§ Goal of the exercise: Could you give back the whole listing exactly as written?

Dataset entries below:

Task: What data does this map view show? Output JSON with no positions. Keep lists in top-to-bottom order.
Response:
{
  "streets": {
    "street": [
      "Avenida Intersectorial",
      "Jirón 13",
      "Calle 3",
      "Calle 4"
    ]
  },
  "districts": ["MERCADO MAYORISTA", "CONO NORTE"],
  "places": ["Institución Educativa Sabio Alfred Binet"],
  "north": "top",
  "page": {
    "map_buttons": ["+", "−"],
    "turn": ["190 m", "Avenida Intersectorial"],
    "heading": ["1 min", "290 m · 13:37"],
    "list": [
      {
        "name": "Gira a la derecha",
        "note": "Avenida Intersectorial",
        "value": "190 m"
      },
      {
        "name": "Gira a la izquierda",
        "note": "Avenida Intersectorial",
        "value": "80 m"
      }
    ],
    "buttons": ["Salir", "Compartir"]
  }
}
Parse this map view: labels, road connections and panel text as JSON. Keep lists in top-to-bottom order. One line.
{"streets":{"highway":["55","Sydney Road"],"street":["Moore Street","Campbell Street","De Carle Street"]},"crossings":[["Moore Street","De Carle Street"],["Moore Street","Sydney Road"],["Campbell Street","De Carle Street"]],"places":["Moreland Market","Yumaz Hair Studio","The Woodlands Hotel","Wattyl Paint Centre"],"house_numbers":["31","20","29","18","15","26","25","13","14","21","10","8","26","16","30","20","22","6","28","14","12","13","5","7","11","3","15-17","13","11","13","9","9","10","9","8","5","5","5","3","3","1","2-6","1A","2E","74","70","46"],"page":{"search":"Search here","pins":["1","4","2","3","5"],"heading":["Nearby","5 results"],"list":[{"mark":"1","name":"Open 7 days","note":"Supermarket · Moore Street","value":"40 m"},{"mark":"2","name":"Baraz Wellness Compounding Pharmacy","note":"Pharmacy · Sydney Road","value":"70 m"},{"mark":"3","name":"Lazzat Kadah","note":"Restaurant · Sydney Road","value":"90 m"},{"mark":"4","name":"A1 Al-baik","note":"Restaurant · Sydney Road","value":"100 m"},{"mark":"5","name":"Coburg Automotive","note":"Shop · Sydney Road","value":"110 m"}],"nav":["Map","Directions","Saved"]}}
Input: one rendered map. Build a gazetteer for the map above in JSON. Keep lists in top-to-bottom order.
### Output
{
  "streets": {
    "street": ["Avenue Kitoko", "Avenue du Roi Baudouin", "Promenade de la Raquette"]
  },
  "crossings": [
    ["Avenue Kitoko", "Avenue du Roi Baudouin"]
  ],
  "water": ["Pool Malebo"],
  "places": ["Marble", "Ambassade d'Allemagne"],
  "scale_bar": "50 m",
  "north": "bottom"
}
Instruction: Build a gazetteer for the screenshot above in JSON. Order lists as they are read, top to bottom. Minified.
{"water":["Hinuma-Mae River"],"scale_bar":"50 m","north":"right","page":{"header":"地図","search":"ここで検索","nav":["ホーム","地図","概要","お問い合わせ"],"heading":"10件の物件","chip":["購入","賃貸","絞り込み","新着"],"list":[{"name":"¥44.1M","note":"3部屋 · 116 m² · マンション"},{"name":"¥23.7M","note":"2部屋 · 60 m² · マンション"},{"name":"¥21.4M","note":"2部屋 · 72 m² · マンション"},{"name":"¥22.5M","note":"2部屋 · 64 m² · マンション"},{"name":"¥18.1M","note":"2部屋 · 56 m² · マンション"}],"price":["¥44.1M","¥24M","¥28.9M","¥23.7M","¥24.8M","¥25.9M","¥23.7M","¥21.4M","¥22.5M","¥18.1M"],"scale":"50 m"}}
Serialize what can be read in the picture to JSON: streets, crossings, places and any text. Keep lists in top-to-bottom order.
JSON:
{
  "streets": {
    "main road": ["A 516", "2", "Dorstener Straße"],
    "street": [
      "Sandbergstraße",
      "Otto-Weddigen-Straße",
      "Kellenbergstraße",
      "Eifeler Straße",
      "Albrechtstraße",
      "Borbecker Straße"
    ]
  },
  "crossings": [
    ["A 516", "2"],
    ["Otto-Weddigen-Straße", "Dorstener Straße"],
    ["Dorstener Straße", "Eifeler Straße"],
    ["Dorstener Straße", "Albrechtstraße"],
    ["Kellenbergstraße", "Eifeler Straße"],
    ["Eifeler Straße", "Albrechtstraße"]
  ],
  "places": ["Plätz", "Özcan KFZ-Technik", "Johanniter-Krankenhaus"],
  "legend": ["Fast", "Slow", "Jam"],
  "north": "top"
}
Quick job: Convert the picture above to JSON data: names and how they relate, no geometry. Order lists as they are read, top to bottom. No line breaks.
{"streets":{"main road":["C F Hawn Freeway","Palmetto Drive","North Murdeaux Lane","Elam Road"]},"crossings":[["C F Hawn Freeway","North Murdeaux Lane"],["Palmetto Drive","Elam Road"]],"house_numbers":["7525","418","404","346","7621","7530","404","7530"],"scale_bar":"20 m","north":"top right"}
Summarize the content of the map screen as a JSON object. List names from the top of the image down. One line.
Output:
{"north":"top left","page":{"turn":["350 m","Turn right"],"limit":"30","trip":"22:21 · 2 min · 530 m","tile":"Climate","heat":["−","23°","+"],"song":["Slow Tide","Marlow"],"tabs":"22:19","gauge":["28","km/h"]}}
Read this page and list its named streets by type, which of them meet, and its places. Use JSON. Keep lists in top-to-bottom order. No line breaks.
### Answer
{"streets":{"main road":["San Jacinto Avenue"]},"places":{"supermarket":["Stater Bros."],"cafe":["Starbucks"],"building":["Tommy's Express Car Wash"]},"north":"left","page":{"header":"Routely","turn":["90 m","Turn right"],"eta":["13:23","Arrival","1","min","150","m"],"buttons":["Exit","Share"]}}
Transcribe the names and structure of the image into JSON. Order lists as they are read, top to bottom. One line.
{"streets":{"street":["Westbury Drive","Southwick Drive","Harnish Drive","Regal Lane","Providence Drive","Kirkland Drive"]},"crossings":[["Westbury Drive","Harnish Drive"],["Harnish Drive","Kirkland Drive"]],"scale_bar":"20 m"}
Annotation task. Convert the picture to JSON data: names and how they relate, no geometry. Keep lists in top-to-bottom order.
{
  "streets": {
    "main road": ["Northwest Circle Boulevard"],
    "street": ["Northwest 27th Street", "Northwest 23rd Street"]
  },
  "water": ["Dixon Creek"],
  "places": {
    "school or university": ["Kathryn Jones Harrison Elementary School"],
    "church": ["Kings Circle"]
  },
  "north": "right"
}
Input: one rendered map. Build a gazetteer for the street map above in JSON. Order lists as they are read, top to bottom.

End of Dataset entries.

§ Response below:
Task: What data does this map view show? Output JSON with no positions. Keep lists in top-to-bottom order.
Response:
{
  "streets": {
    "street": [
      "Avenida Intersectorial",
      "Jirón 13",
      "Calle 3",
      "Calle 4"
    ]
  },
  "districts": ["MERCADO MAYORISTA", "CONO NORTE"],
  "places": ["Institución Educativa Sabio Alfred Binet"],
  "north": "top",
  "page": {
    "map_buttons": ["+", "−"],
    "turn": ["190 m", "Avenida Intersectorial"],
    "heading": ["1 min", "290 m · 13:37"],
    "list": [
      {
        "name": "Gira a la derecha",
        "note": "Avenida Intersectorial",
        "value": "190 m"
      },
      {
        "name": "Gira a la izquierda",
        "note": "Avenida Intersectorial",
        "value": "80 m"
      }
    ],
    "buttons": ["Salir", "Compartir"]
  }
}
Parse this map view: labels, road connections and panel text as JSON. Keep lists in top-to-bottom order. One line.
{"streets":{"highway":["55","Sydney Road"],"street":["Moore Street","Campbell Street","De Carle Street"]},"crossings":[["Moore Street","De Carle Street"],["Moore Street","Sydney Road"],["Campbell Street","De Carle Street"]],"places":["Moreland Market","Yumaz Hair Studio","The Woodlands Hotel","Wattyl Paint Centre"],"house_numbers":["31","20","29","18","15","26","25","13","14","21","10","8","26","16","30","20","22","6","28","14","12","13","5","7","11","3","15-17","13","11","13","9","9","10","9","8","5","5","5","3","3","1","2-6","1A","2E","74","70","46"],"page":{"search":"Search here","pins":["1","4","2","3","5"],"heading":["Nearby","5 results"],"list":[{"mark":"1","name":"Open 7 days","note":"Supermarket · Moore Street","value":"40 m"},{"mark":"2","name":"Baraz Wellness Compounding Pharmacy","note":"Pharmacy · Sydney Road","value":"70 m"},{"mark":"3","name":"Lazzat Kadah","note":"Restaurant · Sydney Road","value":"90 m"},{"mark":"4","name":"A1 Al-baik","note":"Restaurant · Sydney Road","value":"100 m"},{"mark":"5","name":"Coburg Automotive","note":"Shop · Sydney Road","value":"110 m"}],"nav":["Map","Directions","Saved"]}}
Input: one rendered map. Build a gazetteer for the map above in JSON. Keep lists in top-to-bottom order.
### Output
{
  "streets": {
    "street": ["Avenue Kitoko", "Avenue du Roi Baudouin", "Promenade de la Raquette"]
  },
  "crossings": [
    ["Avenue Kitoko", "Avenue du Roi Baudouin"]
  ],
  "water": ["Pool Malebo"],
  "places": ["Marble", "Ambassade d'Allemagne"],
  "scale_bar": "50 m",
  "north": "bottom"
}
Instruction: Build a gazetteer for the screenshot above in JSON. Order lists as they are read, top to bottom. Minified.
{"water":["Hinuma-Mae River"],"scale_bar":"50 m","north":"right","page":{"header":"地図","search":"ここで検索","nav":["ホーム","地図","概要","お問い合わせ"],"heading":"10件の物件","chip":["購入","賃貸","絞り込み","新着"],"list":[{"name":"¥44.1M","note":"3部屋 · 116 m² · マンション"},{"name":"¥23.7M","note":"2部屋 · 60 m² · マンション"},{"name":"¥21.4M","note":"2部屋 · 72 m² · マンション"},{"name":"¥22.5M","note":"2部屋 · 64 m² · マンション"},{"name":"¥18.1M","note":"2部屋 · 56 m² · マンション"}],"price":["¥44.1M","¥24M","¥28.9M","¥23.7M","¥24.8M","¥25.9M","¥23.7M","¥21.4M","¥22.5M","¥18.1M"],"scale":"50 m"}}
Serialize what can be read in the picture to JSON: streets, crossings, places and any text. Keep lists in top-to-bottom order.
JSON:
{
  "streets": {
    "main road": ["A 516", "2", "Dorstener Straße"],
    "street": [
      "Sandbergstraße",
      "Otto-Weddigen-Straße",
      "Kellenbergstraße",
      "Eifeler Straße",
      "Albrechtstraße",
      "Borbecker Straße"
    ]
  },
  "crossings": [
    ["A 516", "2"],
    ["Otto-Weddigen-Straße", "Dorstener Straße"],
    ["Dorstener Straße", "Eifeler Straße"],
    ["Dorstener Straße", "Albrechtstraße"],
    ["Kellenbergstraße", "Eifeler Straße"],
    ["Eifeler Straße", "Albrechtstraße"]
  ],
  "places": ["Plätz", "Özcan KFZ-Technik", "Johanniter-Krankenhaus"],
  "legend": ["Fast", "Slow", "Jam"],
  "north": "top"
}
Quick job: Convert the picture above to JSON data: names and how they relate, no geometry. Order lists as they are read, top to bottom. No line breaks.
{"streets":{"main road":["C F Hawn Freeway","Palmetto Drive","North Murdeaux Lane","Elam Road"]},"crossings":[["C F Hawn Freeway","North Murdeaux Lane"],["Palmetto Drive","Elam Road"]],"house_numbers":["7525","418","404","346","7621","7530","404","7530"],"scale_bar":"20 m","north":"top right"}
Summarize the content of the map screen as a JSON object. List names from the top of the image down. One line.
Output:
{"north":"top left","page":{"turn":["350 m","Turn right"],"limit":"30","trip":"22:21 · 2 min · 530 m","tile":"Climate","heat":["−","23°","+"],"song":["Slow Tide","Marlow"],"tabs":"22:19","gauge":["28","km/h"]}}
Read this page and list its named streets by type, which of them meet, and its places. Use JSON. Keep lists in top-to-bottom order. No line breaks.
### Answer
{"streets":{"main road":["San Jacinto Avenue"]},"places":{"supermarket":["Stater Bros."],"cafe":["Starbucks"],"building":["Tommy's Express Car Wash"]},"north":"left","page":{"header":"Routely","turn":["90 m","Turn right"],"eta":["13:23","Arrival","1","min","150","m"],"buttons":["Exit","Share"]}}
Transcribe the names and structure of the image into JSON. Order lists as they are read, top to bottom. One line.
{"streets":{"street":["Westbury Drive","Southwick Drive","Harnish Drive","Regal Lane","Providence Drive","Kirkland Drive"]},"crossings":[["Westbury Drive","Harnish Drive"],["Harnish Drive","Kirkland Drive"]],"scale_bar":"20 m"}
Annotation task. Convert the picture to JSON data: names and how they relate, no geometry. Keep lists in top-to-bottom order.
{
  "streets": {
    "main road": ["Northwest Circle Boulevard"],
    "street": ["Northwest 27th Street", "Northwest 23rd Street"]
  },
  "water": ["Dixon Creek"],
  "places": {
    "school or university": ["Kathryn Jones Harrison Elementary School"],
    "church": ["Kings Circle"]
  },
  "north": "right"
}
Input: one rendered map. Build a gazetteer for the street map above in JSON. Order lists as they are read, top to bottom.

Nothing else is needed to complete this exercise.